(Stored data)
___

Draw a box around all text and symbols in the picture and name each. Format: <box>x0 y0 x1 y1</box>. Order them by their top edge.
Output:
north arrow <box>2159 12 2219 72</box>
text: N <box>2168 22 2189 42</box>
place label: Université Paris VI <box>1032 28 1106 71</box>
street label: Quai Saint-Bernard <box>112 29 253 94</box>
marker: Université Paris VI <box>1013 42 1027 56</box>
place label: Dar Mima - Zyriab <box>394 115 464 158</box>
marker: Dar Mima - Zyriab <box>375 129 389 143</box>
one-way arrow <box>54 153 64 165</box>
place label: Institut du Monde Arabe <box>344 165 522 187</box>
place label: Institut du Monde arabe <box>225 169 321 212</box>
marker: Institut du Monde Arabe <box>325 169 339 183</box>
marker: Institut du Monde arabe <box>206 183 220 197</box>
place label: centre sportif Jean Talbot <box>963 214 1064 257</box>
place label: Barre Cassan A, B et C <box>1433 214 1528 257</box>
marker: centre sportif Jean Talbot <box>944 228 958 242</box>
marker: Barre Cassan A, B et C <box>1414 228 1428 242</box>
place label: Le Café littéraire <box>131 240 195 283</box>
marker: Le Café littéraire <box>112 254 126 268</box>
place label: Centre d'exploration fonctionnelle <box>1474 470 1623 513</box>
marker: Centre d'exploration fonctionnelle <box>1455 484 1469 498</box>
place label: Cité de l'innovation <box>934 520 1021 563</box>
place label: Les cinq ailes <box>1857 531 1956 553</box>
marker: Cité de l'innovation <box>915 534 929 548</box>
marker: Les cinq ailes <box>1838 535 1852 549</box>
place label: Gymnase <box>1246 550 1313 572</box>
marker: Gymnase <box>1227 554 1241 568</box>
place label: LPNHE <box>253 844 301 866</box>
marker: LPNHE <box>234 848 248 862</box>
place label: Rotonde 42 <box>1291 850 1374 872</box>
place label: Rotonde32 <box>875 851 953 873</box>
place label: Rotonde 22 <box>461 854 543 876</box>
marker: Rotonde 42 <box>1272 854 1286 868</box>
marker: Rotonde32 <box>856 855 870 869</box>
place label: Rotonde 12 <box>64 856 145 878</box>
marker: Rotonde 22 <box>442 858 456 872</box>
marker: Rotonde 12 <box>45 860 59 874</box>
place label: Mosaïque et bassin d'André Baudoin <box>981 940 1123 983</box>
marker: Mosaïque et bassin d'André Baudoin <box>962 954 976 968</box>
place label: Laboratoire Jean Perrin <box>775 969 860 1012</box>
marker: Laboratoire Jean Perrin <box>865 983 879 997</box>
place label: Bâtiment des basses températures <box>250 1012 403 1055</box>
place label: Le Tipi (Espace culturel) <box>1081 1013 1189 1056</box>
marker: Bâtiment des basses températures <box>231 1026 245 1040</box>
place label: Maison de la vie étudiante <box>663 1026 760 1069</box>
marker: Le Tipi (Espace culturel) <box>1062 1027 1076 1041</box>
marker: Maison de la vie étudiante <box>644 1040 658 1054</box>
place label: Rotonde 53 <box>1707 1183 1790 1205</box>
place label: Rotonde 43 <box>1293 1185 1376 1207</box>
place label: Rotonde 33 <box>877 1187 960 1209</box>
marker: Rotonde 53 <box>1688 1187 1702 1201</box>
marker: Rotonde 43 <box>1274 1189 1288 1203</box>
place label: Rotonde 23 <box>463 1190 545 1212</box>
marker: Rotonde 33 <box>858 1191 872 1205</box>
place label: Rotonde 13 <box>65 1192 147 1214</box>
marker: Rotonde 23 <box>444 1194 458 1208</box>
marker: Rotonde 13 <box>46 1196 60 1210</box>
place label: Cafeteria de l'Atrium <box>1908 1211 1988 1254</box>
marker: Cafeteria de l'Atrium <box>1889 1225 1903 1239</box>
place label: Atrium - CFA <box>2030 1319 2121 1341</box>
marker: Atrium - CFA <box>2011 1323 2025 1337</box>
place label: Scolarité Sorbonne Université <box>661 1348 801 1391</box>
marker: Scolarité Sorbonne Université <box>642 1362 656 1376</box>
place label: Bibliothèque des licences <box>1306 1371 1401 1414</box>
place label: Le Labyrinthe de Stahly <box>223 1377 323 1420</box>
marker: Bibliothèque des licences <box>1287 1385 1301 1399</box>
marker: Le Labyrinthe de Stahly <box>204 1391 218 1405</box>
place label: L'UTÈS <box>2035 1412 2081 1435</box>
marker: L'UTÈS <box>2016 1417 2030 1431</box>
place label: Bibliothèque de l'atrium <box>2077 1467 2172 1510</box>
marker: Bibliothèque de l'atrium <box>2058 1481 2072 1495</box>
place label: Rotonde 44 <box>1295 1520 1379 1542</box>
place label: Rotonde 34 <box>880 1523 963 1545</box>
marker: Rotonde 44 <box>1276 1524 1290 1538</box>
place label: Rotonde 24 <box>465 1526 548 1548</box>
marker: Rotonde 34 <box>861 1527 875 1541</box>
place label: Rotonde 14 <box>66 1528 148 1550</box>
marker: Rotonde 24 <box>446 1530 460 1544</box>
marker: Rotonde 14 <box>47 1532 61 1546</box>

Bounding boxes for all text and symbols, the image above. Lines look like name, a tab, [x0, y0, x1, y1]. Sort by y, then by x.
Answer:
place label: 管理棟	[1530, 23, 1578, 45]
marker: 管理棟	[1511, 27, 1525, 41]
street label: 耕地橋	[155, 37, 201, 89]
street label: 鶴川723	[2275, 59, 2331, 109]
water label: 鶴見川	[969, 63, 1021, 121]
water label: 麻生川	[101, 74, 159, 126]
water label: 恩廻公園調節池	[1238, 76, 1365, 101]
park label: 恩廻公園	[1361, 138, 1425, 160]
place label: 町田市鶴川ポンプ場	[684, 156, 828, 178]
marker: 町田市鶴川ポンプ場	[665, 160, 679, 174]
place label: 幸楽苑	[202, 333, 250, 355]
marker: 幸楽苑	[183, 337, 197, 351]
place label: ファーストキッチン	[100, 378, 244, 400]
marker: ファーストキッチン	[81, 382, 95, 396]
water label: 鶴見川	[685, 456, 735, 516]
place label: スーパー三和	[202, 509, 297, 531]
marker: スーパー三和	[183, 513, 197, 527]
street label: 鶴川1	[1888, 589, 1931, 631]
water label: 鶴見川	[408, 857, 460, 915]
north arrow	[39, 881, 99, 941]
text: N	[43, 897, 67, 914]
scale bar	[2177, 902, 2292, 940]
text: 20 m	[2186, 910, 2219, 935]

___

#### Work order:
Take each line above that contains "Sorbonne" and copy it out.

#### The completed task:
place label: Scolarité Sorbonne Université <box>661 1348 801 1391</box>
marker: Scolarité Sorbonne Université <box>642 1362 656 1376</box>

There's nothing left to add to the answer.